§ Work required
Identify all lines below that hold "show" and collect them.

Records from a collection
Content starts

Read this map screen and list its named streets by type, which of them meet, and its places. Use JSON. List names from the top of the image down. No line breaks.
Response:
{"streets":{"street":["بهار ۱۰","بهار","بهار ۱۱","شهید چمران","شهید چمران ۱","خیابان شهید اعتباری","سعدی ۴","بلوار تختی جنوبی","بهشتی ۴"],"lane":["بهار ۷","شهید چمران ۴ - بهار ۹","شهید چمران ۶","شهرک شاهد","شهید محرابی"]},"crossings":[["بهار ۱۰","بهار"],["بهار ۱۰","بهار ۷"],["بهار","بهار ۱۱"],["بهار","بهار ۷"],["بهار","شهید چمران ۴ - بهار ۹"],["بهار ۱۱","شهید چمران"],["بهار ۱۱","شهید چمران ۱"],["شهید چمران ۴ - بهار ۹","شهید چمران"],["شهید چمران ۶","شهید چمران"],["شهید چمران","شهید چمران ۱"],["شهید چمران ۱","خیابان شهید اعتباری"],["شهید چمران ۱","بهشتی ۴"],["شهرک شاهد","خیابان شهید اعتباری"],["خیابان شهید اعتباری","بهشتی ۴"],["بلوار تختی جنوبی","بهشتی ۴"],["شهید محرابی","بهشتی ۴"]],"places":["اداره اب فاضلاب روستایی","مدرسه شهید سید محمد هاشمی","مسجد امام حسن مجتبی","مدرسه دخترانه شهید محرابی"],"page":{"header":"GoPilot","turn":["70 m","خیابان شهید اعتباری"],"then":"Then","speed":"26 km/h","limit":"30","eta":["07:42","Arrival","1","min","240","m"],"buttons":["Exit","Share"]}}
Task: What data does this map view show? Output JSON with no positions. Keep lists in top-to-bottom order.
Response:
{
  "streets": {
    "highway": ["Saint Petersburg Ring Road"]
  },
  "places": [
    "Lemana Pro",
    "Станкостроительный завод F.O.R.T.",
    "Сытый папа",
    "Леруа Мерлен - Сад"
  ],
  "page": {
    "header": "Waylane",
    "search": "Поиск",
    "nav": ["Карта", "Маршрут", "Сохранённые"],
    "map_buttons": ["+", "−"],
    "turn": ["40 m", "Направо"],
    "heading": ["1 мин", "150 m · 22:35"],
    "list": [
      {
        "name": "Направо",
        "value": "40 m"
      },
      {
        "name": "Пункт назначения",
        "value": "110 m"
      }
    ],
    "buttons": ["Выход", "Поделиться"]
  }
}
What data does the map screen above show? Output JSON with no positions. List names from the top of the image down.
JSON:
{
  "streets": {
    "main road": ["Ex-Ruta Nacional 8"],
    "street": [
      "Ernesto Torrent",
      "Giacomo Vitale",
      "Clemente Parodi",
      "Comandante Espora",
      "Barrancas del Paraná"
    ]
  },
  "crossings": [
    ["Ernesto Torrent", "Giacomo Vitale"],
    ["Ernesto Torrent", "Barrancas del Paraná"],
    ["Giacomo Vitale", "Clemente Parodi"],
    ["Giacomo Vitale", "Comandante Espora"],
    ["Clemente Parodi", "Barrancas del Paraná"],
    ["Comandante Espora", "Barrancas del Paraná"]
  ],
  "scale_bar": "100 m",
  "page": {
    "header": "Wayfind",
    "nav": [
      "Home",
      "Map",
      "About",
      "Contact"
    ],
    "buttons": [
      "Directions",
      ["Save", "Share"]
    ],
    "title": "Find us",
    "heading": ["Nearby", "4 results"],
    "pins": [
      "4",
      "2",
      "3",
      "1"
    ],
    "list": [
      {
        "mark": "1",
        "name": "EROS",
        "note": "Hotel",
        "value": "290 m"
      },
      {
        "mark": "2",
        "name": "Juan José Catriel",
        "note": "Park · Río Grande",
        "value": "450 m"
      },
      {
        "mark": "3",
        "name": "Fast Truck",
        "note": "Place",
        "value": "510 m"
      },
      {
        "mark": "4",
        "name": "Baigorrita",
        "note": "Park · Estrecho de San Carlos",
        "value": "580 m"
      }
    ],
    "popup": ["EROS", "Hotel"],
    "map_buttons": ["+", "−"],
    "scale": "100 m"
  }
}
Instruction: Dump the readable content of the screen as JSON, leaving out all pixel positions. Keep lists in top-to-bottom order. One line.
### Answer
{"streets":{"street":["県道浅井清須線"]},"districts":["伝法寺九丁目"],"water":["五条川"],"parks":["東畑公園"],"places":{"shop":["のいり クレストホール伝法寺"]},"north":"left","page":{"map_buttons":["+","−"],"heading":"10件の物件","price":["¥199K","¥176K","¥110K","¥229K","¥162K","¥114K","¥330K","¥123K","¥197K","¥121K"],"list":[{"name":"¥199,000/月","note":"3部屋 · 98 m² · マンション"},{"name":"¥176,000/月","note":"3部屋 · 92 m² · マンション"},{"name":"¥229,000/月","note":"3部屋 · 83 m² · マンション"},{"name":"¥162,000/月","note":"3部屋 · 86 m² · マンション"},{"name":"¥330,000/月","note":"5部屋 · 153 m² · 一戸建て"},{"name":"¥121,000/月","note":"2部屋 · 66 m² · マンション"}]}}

Content ends

§ Response to the task
Task: What data does this map view show? Output JSON with no positions. Keep lists in top-to-bottom order.
What data does the map screen above show? Output JSON with no positions. List names from the top of the image down.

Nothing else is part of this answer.